▶

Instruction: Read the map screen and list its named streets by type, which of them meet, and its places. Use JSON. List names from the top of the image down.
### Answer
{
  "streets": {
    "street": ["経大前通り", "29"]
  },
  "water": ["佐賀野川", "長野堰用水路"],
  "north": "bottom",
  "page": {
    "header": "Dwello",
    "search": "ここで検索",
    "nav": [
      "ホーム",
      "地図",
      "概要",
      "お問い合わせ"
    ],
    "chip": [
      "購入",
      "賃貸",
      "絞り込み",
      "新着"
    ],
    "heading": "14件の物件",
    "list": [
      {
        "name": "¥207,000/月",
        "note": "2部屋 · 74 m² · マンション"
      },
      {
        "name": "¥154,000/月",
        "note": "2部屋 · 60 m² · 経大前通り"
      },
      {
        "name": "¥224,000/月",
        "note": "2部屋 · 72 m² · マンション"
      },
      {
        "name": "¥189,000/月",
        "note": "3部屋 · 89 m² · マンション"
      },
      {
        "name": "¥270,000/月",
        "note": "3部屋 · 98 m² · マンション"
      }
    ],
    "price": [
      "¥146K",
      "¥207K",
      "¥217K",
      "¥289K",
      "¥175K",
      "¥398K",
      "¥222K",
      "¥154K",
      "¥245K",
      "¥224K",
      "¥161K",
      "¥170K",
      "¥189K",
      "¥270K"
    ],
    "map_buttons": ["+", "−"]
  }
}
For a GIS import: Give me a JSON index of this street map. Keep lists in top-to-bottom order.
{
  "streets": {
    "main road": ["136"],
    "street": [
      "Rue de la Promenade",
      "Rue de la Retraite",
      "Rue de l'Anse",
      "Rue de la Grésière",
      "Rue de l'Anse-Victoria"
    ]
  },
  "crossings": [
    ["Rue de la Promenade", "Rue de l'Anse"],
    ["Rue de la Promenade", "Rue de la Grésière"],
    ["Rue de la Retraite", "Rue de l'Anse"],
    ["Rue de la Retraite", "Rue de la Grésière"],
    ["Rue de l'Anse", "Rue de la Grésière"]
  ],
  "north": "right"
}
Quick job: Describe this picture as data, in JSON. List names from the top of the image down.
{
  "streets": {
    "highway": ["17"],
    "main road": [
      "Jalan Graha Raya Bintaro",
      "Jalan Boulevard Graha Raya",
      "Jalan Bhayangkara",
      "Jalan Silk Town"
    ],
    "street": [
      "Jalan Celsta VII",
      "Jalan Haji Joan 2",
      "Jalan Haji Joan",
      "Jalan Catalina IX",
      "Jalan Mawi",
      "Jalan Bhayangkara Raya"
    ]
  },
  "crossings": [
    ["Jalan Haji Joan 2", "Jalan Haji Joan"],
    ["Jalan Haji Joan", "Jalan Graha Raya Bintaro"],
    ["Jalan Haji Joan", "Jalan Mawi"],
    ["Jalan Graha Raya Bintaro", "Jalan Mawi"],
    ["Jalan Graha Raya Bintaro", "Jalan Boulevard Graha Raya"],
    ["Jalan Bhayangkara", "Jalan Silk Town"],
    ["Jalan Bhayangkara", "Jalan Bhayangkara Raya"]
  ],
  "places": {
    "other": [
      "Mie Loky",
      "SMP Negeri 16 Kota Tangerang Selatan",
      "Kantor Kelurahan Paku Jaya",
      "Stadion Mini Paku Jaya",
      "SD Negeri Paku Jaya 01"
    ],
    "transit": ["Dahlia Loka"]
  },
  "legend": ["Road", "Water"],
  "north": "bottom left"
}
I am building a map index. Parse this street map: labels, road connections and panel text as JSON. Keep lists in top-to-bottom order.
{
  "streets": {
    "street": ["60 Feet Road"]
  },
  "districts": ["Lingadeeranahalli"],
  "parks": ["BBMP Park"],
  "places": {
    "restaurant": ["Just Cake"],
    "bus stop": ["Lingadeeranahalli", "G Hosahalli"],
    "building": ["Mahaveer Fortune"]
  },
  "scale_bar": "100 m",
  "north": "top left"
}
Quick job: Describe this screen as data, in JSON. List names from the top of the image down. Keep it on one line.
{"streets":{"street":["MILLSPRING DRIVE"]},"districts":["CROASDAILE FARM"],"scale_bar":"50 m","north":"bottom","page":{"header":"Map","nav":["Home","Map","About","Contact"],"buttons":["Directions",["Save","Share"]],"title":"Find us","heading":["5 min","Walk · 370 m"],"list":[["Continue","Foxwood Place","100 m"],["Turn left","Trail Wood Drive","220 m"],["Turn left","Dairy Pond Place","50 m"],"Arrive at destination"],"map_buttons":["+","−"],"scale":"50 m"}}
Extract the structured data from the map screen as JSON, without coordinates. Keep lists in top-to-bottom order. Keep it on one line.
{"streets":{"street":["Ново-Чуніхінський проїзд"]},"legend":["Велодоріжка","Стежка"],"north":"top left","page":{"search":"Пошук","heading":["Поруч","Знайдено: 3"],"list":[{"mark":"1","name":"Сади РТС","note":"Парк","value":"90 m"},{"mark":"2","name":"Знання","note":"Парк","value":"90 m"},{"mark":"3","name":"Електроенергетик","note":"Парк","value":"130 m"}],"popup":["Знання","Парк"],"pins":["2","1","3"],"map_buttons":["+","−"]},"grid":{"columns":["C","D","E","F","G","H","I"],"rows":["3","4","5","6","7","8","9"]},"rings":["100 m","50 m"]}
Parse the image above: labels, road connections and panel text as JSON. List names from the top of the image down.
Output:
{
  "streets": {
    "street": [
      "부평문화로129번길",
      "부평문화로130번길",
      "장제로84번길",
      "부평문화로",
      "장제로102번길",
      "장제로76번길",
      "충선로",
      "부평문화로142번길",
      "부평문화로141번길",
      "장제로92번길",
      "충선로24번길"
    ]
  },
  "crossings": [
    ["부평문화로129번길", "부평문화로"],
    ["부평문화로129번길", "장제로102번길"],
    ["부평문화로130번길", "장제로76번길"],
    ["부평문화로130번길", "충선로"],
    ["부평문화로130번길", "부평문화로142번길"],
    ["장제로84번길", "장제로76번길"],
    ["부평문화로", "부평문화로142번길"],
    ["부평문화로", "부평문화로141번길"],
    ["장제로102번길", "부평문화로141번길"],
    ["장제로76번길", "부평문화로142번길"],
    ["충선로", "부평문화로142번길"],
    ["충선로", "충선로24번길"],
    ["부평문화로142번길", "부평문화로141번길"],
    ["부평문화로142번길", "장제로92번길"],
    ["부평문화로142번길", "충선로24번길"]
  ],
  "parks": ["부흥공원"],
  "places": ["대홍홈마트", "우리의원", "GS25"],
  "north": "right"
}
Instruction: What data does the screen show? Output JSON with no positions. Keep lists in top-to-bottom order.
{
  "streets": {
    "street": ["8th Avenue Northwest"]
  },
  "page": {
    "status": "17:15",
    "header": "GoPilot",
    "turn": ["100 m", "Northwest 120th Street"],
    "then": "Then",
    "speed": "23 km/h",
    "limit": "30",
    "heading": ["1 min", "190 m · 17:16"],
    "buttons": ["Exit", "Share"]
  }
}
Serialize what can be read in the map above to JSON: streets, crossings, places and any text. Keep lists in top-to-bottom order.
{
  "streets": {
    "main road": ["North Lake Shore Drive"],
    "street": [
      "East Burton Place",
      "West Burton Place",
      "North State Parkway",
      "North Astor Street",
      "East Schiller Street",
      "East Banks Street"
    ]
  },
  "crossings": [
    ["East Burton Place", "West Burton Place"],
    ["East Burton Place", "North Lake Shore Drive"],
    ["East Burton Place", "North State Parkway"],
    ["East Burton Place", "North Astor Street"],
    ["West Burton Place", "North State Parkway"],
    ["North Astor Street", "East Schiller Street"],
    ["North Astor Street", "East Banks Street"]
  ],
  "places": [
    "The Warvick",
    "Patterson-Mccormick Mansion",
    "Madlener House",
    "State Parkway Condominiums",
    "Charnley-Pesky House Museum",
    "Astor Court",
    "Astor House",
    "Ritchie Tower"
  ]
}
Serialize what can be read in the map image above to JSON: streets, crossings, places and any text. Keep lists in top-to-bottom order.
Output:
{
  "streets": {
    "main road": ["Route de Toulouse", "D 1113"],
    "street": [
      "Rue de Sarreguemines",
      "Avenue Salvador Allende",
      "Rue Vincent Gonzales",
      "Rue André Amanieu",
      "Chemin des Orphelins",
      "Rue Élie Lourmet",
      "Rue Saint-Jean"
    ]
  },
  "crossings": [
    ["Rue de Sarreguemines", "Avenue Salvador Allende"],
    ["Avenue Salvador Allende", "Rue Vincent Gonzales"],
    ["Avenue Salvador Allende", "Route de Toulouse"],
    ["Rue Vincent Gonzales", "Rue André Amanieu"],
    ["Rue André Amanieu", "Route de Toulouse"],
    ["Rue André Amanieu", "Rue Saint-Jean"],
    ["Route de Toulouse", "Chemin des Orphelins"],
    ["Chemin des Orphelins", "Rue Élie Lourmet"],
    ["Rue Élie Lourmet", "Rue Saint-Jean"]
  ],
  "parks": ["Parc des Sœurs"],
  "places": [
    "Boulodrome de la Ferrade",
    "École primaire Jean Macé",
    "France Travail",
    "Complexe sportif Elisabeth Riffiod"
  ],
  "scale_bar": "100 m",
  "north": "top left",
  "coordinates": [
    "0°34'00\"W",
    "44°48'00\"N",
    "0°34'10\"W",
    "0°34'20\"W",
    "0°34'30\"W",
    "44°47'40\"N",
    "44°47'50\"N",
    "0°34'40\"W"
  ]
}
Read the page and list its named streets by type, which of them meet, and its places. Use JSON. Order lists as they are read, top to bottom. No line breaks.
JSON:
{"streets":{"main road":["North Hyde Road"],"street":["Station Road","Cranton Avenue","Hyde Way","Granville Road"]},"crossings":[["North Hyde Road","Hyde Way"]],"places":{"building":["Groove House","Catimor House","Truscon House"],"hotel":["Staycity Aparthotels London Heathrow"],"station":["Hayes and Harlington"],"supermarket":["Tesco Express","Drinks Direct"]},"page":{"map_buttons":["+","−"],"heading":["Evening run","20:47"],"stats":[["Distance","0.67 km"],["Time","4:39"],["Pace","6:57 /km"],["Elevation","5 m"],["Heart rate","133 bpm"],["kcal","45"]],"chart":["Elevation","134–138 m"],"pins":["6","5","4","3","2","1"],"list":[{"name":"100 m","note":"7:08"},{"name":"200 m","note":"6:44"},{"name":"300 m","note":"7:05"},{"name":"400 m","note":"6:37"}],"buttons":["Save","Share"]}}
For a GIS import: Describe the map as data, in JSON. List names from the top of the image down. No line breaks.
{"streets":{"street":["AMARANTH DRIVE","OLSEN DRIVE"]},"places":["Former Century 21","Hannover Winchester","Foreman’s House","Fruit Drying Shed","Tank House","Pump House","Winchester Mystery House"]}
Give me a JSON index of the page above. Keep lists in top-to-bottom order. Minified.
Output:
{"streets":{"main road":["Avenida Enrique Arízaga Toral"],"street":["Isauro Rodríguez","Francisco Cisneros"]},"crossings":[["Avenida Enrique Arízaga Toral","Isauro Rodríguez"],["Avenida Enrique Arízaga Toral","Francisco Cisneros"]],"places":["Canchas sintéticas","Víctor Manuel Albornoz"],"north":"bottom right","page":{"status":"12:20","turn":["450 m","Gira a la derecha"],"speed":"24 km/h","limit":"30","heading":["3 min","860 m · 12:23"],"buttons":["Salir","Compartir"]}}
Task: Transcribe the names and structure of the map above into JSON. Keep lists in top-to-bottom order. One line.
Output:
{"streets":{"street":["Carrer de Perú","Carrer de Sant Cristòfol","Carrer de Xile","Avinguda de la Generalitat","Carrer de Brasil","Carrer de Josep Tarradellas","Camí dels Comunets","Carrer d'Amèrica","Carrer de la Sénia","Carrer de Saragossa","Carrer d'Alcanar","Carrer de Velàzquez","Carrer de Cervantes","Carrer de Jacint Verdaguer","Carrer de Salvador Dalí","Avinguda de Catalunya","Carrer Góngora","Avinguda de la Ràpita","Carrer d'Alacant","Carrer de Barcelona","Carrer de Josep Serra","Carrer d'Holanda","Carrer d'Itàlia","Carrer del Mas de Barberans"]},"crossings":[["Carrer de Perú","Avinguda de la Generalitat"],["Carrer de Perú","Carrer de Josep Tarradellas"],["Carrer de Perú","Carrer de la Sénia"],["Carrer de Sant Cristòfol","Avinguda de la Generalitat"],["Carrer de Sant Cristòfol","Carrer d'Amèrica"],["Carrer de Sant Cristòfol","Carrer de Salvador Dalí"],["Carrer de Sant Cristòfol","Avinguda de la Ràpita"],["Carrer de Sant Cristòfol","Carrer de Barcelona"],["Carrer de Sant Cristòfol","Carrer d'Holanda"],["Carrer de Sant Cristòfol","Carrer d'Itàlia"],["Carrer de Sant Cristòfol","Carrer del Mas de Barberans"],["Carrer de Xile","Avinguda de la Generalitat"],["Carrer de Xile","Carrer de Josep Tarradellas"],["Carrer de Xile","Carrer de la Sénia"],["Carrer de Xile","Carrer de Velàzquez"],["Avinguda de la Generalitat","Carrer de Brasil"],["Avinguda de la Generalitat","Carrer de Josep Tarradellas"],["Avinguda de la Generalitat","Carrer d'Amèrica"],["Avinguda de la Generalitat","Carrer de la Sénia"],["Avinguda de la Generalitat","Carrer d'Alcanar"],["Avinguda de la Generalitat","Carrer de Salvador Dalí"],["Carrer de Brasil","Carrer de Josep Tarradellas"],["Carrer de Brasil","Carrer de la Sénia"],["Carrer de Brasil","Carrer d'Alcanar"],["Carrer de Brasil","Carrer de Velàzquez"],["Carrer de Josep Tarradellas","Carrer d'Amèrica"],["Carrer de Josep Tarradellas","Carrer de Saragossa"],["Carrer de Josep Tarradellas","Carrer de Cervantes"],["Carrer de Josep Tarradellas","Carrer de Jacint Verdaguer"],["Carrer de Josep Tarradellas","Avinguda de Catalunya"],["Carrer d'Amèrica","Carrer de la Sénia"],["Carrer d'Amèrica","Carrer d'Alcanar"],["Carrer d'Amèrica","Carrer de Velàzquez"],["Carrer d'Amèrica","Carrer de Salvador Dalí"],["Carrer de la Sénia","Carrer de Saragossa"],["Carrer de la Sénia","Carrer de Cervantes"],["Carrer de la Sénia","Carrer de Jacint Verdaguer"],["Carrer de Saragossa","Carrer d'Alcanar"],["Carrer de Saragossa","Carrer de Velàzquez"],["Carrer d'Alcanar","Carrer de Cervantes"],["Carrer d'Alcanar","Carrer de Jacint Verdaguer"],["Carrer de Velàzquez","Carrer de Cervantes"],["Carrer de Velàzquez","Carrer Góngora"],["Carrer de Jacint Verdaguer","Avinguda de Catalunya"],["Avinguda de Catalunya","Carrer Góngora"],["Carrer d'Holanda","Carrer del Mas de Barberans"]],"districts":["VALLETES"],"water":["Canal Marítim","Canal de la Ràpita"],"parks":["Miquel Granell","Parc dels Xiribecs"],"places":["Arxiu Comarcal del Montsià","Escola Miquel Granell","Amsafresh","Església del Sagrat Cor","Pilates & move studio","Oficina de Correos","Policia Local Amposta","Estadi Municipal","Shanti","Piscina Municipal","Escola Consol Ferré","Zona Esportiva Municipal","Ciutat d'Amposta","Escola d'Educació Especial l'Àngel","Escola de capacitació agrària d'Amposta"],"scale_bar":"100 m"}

◀

• The problem: From the records above, pull every line that carries the word "Saint".

• Output:
      "Rue Saint-Jean"
    ["Rue André Amanieu", "Rue Saint-Jean"],
    ["Rue Élie Lourmet", "Rue Saint-Jean"]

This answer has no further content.